(INPUT FOR THIS TASK):

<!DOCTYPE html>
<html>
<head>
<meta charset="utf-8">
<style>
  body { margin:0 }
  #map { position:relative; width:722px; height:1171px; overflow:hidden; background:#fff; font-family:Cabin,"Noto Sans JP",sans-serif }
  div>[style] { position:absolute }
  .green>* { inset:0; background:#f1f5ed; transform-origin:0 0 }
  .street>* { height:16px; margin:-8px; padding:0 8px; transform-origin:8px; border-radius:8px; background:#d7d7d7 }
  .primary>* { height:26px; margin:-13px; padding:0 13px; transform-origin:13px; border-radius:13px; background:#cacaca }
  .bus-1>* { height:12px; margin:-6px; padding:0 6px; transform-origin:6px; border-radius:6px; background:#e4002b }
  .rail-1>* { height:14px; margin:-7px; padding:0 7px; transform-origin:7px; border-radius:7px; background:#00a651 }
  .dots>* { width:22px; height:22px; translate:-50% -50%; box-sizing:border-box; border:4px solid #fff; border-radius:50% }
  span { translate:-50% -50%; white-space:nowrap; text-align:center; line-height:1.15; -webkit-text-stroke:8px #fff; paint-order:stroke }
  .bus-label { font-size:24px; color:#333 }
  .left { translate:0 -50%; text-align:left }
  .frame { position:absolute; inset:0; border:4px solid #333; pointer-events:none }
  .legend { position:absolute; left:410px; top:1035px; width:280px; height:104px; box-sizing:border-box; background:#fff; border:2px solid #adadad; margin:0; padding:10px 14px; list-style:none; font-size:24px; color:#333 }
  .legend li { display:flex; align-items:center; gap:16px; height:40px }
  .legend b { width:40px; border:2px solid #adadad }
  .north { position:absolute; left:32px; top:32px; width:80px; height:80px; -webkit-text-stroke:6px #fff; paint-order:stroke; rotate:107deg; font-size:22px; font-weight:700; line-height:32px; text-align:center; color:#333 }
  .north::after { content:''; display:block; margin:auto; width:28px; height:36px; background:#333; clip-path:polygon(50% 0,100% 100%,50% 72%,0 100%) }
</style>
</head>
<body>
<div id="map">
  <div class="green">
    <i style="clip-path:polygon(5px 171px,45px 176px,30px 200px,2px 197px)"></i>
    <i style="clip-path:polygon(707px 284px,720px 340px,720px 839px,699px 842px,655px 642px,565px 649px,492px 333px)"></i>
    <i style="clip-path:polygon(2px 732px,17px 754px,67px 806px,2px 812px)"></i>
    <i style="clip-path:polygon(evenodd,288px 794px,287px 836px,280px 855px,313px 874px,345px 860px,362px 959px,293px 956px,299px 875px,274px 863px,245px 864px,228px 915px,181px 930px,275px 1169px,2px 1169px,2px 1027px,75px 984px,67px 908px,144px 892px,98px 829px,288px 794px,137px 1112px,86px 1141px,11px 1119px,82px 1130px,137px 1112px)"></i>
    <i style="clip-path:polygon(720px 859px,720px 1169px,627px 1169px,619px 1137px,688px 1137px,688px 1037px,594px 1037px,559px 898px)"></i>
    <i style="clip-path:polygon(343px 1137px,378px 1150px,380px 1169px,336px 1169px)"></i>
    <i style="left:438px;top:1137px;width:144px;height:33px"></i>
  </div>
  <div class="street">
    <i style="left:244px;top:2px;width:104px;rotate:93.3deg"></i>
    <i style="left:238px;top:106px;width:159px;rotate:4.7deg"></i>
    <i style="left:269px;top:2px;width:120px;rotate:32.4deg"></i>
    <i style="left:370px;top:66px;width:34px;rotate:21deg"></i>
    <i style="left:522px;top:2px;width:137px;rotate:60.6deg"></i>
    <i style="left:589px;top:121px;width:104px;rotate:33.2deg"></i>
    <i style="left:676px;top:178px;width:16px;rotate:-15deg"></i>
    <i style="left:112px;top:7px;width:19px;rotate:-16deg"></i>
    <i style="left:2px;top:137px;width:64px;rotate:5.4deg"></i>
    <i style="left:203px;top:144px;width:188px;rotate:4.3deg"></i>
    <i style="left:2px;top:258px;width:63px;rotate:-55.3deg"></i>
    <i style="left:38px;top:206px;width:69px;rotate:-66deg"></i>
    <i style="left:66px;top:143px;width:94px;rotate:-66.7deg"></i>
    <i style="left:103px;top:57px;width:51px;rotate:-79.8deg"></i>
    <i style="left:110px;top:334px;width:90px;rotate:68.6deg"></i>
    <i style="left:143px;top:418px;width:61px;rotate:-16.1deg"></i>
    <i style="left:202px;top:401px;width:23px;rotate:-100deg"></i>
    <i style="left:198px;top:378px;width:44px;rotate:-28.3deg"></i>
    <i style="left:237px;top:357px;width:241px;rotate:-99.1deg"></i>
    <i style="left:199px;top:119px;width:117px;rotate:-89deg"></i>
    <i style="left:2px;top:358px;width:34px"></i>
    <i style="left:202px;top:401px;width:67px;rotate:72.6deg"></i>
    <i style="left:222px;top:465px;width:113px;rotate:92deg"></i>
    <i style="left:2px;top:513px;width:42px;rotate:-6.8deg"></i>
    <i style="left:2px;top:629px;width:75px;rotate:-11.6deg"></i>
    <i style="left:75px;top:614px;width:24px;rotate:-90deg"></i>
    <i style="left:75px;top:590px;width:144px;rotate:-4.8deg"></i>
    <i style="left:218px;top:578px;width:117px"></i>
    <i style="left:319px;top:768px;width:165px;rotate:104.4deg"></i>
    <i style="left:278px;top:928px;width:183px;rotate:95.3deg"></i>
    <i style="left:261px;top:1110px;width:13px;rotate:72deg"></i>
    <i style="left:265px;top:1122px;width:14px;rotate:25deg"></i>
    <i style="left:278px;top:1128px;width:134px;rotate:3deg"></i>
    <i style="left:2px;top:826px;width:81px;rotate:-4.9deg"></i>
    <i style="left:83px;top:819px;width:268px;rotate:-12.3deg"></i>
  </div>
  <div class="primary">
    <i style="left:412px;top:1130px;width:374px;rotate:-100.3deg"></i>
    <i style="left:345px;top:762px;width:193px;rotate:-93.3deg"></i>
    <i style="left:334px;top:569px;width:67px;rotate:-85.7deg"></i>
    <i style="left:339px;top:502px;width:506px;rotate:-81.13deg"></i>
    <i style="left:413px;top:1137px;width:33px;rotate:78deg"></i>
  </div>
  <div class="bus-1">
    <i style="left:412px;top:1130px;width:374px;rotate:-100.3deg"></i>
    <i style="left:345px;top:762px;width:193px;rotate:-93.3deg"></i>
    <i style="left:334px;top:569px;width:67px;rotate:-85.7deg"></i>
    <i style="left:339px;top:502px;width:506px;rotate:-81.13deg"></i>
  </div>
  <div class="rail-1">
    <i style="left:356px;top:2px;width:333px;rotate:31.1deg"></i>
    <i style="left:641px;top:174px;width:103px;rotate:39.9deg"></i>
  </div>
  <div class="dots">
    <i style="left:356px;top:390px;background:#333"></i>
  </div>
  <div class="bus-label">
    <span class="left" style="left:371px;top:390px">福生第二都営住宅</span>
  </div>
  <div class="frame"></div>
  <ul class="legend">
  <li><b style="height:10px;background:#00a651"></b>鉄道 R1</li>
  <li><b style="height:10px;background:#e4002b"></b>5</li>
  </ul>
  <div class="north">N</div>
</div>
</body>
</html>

(ASSIGNMENT):
Give back the records word for word. Start at the first line, end at the line containing "inset:0; background:#f1f5ed; transform-origin:0", and include both.

(ANSWER SPACE):
<!DOCTYPE html>
<html>
<head>
<meta charset="utf-8">
<style>
  body { margin:0 }
  #map { position:relative; width:722px; height:1171px; overflow:hidden; background:#fff; font-family:Cabin,"Noto Sans JP",sans-serif }
  div>[style] { position:absolute }
  .green>* { inset:0; background:#f1f5ed; transform-origin:0 0 }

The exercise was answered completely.